Mamet tem estado em evidência recentemente, demonstrando fortes instintos pop. Ele criou e às vezes redige o programa da CBS "The Unit", uma série de ação surpreendentemente genérica sobre um esquadrão militar em missões secretas; ele fez comerciais para a Ford. Mais tipicamente, escreveu e dirigiu o filme "Faixa Vermelha" ["Redbelt"], um drama sobre um mestre de jiu-jítsu enganado por produtores de cinema, que será lançado em abril nos EUA.
E por que não deveria ganhar algum dinheiro, sobretudo quando "Romance", sua última peça realmente artística, parecia tão desligada de seu momento?
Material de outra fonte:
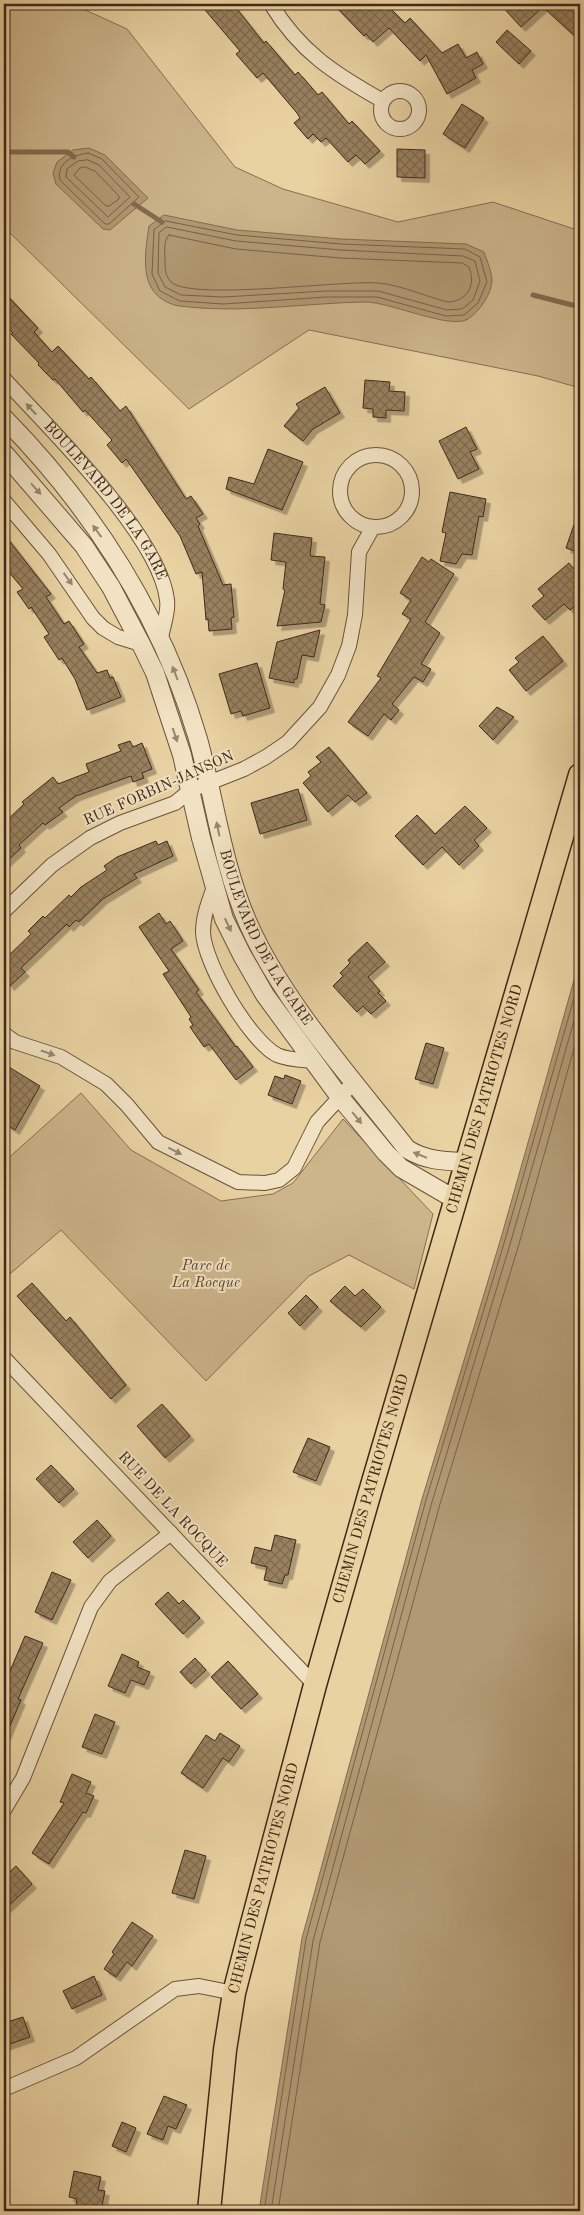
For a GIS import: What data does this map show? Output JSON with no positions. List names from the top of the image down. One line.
{"streets":{"main road":["CHEMIN DES PATRIOTES NORD"],"street":["BOULEVARD DE LA GARE","RUE FORBIN-JANSON","RUE DE LA ROCQUE"]},"crossings":[["BOULEVARD DE LA GARE","RUE FORBIN-JANSON"],["BOULEVARD DE LA GARE","CHEMIN DES PATRIOTES NORD"],["CHEMIN DES PATRIOTES NORD","RUE DE LA ROCQUE"]],"parks":["Parc de La Rocque"]}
Uma comédia de tribunal com um advogado judeu, um promotor gay e vários desajustados sociais foi um lapso às vezes inteligente que se esforçava para causar indignação.

Cinismo do público
Em 2005 os EUA não estavam mais sob as garras da correção política, e os dias em que Mamet podia facilmente atirar uma granada no debate público -como fez, em 1992, com "Oleanna", sobre assédio sexual- tinham sido substituídos pela cultura do qualquer-coisa-serve da internet.
Um vestígio de nostalgia dos dias dos temas fáceis e incendiários permanece em "Novembro", quando a redatora de discursos lésbica, Bernstein, tenta fazer o presidente realizar uma cerimônia de casamento para ela e sua parceira.
Mas a trama do casamento gay parece um tema frágil perto do interesse tópico de "Oleanna".
O chefe de gabinete, que compartilha o cinismo do público, é o personagem mais vital em cena. Ele incentiva o presidente a trair Bernstein, dizendo: "Parte do peso de comandar está no fato de que você tem de vender o outro cara". Mamet nos lembra que na vida tudo tem a ver com comprar e vender. Aqui podemos vê-lo em seu momento mais brilhante e também mais comercial.
"Novembro", embora superficial, expõe as crenças e os temores do país e ajuda a explicar por que este momento político é tão marcado por gritos de esperança e mudança.


A íntegra deste texto saiu no "New York Times". Tradução de Luiz Roberto Mendes Gonçalves .


Texto Anterior: + Autores: Moralidade miúda
Próximo Texto: + Cultura: A fonte da discórdia
Índice


Copyright Empresa Folha da Manhã S/A. Todos os direitos reservados. É proibida a reprodução do conteúdo desta página em qualquer meio de comunicação, eletrônico ou impresso, sem autorização escrita da Folhapress.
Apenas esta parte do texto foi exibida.